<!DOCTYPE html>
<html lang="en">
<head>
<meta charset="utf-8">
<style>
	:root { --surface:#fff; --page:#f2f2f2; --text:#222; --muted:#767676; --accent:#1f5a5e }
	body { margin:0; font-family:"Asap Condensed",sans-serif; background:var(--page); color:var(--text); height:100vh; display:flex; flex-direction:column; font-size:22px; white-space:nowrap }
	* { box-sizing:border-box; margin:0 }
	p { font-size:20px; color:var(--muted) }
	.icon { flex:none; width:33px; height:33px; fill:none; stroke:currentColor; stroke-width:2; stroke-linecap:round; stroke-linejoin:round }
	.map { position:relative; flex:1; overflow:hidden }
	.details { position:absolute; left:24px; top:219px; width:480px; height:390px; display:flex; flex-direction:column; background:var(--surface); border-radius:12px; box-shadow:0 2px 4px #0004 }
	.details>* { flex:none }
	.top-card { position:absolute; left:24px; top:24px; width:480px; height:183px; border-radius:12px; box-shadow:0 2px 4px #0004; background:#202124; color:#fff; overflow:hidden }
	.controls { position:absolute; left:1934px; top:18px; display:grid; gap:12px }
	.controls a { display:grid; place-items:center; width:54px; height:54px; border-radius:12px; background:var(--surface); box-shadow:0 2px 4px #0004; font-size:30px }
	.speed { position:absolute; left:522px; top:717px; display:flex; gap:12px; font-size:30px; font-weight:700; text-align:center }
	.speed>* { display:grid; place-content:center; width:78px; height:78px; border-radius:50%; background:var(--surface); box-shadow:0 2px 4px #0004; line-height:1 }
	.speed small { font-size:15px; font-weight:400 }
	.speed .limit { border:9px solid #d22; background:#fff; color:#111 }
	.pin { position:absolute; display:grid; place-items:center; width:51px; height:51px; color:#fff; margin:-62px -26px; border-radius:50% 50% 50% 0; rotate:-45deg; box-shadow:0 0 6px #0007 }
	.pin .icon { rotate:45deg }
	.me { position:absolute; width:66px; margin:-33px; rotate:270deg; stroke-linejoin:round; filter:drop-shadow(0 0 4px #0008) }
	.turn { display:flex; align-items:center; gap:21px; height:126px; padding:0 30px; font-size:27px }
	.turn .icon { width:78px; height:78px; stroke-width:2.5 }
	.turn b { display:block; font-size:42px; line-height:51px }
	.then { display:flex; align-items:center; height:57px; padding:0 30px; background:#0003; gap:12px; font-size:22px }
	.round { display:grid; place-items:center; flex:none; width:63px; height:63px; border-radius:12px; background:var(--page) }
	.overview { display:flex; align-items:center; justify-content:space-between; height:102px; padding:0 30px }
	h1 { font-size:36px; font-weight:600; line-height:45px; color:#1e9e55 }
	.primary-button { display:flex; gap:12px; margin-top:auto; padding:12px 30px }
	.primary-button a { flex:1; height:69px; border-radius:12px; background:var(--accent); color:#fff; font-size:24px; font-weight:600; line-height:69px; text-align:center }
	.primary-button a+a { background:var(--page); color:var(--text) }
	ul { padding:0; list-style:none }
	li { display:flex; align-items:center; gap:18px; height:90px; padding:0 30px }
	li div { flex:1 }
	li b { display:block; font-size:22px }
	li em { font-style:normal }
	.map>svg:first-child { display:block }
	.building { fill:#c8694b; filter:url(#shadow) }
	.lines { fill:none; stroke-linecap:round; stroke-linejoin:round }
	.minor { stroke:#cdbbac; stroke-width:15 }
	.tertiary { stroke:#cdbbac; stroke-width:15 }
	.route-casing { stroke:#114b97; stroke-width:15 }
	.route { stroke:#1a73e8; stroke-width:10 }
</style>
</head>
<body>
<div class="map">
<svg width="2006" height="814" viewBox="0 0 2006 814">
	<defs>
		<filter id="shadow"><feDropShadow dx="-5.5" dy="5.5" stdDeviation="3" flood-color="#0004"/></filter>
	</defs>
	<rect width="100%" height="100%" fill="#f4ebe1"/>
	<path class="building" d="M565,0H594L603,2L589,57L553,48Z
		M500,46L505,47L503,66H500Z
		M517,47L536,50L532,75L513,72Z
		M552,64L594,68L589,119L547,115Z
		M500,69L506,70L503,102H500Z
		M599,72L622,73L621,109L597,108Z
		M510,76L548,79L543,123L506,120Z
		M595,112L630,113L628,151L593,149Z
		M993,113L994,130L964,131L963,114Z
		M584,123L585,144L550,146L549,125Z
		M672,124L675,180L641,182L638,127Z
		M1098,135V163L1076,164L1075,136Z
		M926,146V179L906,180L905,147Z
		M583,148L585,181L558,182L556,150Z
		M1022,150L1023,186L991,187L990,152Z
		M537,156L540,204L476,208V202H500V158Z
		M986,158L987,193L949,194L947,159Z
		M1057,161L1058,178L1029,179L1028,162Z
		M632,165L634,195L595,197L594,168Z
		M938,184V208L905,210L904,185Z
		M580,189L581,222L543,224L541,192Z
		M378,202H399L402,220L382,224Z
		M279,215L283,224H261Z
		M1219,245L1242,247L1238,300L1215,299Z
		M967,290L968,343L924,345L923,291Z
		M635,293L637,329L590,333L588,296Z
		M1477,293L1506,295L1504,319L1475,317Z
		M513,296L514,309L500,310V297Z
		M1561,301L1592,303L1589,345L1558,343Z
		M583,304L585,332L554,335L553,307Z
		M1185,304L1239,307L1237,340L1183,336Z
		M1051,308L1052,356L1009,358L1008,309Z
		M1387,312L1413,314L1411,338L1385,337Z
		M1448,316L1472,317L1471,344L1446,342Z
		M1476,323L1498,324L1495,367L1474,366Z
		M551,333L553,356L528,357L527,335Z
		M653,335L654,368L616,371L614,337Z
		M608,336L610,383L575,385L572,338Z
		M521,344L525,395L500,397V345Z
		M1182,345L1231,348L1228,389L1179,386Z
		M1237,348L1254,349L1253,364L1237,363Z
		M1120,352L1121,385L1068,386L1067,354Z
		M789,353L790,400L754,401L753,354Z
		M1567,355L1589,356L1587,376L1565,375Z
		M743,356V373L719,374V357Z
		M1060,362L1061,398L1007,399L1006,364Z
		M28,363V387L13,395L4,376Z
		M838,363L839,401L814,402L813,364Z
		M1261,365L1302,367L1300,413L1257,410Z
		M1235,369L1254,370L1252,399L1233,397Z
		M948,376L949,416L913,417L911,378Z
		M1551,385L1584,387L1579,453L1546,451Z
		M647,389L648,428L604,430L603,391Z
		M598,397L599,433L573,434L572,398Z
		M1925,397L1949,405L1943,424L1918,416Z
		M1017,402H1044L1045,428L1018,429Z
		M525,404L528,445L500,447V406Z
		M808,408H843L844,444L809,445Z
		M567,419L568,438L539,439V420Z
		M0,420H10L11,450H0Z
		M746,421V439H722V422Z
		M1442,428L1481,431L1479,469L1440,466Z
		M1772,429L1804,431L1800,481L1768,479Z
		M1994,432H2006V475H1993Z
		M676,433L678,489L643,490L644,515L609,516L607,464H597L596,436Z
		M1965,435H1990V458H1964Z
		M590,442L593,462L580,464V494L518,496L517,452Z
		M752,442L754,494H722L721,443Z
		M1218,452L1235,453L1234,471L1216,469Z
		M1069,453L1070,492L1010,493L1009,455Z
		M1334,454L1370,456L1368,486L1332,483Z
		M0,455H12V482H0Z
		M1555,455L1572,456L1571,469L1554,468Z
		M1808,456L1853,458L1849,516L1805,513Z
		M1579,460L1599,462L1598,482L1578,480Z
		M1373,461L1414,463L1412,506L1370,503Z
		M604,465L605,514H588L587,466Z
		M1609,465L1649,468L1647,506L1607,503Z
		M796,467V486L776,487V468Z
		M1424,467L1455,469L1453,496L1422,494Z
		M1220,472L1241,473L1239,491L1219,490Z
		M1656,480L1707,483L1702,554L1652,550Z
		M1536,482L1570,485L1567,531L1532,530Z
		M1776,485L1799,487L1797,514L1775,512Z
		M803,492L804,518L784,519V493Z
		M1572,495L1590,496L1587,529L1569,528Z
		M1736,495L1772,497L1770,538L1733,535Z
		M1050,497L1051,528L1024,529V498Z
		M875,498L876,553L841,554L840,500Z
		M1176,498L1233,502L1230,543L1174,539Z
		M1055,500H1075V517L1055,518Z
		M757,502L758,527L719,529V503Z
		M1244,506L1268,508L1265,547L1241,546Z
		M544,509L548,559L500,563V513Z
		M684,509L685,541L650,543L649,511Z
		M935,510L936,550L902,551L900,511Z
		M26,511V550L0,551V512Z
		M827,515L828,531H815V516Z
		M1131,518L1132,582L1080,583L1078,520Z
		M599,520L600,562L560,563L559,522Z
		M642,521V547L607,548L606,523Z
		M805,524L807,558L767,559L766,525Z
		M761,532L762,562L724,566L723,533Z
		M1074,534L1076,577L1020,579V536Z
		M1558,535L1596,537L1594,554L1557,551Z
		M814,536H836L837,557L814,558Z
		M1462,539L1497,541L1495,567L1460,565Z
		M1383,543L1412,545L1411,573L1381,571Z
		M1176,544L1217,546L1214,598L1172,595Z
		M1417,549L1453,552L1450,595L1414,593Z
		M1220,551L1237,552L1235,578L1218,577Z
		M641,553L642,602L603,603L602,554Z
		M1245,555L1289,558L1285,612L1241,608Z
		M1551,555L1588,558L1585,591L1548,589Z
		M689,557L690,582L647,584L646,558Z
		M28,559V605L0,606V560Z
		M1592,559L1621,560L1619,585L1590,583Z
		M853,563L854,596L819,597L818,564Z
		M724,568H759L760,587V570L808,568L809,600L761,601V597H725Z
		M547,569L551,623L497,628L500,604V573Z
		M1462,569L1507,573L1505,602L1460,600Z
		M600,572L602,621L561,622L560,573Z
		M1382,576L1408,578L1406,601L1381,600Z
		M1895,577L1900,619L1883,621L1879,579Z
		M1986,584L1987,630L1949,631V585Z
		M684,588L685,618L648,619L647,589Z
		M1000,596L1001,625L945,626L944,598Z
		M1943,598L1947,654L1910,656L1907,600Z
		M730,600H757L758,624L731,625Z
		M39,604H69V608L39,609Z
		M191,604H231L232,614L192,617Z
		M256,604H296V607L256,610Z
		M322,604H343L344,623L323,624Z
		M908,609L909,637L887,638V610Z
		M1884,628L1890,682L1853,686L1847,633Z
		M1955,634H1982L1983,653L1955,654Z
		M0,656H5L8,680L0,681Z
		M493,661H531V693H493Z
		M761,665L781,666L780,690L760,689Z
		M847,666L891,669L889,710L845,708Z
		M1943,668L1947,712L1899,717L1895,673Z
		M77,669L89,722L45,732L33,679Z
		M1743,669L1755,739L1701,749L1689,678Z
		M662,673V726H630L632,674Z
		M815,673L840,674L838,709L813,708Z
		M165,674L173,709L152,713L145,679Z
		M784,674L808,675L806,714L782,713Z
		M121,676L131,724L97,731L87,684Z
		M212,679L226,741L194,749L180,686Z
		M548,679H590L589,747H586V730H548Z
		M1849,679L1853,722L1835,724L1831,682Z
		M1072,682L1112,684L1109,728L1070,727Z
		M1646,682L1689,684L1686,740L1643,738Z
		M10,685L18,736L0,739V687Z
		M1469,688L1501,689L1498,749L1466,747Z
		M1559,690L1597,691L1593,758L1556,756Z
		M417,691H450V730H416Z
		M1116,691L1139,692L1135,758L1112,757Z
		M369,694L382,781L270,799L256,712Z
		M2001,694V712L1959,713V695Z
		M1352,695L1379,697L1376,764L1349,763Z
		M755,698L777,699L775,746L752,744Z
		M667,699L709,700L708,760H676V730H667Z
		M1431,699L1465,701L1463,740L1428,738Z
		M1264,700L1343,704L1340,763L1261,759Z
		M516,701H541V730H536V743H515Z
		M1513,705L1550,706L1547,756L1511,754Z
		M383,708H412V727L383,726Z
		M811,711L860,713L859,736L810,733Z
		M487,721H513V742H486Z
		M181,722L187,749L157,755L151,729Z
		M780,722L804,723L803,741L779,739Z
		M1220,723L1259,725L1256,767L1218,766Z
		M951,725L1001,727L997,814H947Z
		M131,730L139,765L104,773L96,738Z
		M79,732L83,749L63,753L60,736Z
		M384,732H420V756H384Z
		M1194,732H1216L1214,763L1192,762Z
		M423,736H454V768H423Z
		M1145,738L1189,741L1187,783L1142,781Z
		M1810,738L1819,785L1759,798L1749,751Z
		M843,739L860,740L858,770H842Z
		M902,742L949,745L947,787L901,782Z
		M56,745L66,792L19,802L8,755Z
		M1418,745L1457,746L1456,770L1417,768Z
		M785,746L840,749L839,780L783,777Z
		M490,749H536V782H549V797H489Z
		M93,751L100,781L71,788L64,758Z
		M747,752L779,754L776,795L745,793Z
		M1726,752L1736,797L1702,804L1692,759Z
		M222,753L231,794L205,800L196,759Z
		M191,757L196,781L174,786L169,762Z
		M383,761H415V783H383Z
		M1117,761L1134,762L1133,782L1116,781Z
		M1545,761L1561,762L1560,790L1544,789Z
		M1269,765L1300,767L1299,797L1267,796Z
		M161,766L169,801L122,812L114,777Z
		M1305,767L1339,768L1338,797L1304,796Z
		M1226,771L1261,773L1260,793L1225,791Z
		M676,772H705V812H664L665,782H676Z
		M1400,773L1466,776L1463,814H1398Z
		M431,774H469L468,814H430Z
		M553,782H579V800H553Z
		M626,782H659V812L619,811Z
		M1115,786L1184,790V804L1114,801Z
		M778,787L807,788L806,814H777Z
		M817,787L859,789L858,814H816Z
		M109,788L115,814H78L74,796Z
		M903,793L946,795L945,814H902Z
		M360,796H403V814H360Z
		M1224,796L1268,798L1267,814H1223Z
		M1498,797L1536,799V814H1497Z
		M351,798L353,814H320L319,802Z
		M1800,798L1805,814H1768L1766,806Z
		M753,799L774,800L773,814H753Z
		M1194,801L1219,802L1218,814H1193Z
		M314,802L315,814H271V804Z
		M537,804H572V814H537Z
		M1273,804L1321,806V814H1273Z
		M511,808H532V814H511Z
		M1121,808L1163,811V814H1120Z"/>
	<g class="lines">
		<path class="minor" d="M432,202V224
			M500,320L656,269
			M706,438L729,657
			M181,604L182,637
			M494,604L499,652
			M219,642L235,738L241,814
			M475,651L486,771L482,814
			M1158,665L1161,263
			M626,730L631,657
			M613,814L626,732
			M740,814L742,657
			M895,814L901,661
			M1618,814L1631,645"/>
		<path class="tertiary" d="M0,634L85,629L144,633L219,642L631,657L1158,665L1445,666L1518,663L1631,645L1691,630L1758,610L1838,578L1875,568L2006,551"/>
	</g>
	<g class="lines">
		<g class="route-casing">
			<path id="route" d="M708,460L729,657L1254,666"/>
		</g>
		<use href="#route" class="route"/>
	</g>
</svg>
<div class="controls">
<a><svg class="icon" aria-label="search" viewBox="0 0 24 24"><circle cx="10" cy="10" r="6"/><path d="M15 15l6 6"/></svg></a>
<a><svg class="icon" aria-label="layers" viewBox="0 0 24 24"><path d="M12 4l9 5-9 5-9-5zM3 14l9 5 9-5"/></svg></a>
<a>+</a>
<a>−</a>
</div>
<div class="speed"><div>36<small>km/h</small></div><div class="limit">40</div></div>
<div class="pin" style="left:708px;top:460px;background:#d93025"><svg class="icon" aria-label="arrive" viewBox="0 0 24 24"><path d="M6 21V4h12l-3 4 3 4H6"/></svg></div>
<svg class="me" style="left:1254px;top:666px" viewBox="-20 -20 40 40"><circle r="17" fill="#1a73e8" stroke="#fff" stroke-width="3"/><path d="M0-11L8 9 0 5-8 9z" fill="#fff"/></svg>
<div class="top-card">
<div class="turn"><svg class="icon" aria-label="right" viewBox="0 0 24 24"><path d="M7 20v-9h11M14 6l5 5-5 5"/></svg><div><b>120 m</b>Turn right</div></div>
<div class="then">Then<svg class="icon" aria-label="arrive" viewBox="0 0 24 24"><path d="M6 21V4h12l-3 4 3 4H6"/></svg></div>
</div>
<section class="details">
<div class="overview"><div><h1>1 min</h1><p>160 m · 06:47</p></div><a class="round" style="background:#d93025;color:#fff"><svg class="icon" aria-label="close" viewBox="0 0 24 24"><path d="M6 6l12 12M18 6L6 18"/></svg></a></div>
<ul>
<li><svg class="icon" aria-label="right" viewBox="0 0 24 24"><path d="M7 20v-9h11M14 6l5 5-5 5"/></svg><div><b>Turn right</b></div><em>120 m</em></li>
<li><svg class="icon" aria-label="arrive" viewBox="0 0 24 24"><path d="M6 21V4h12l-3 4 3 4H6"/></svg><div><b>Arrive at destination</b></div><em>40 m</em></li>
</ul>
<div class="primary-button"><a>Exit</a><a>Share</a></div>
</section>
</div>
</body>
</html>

◆ ◆ ◆ ◆ ◆ ◆ ◆

TASK ITEM - Only lines of the material that contain the word "limit" belong in the answer; copy each one.

TASK RESPONSE -
	.speed .limit { border:9px solid #d22; background:#fff; color:#111 }
<div class="speed"><div>36<small>km/h</small></div><div class="limit">40</div></div>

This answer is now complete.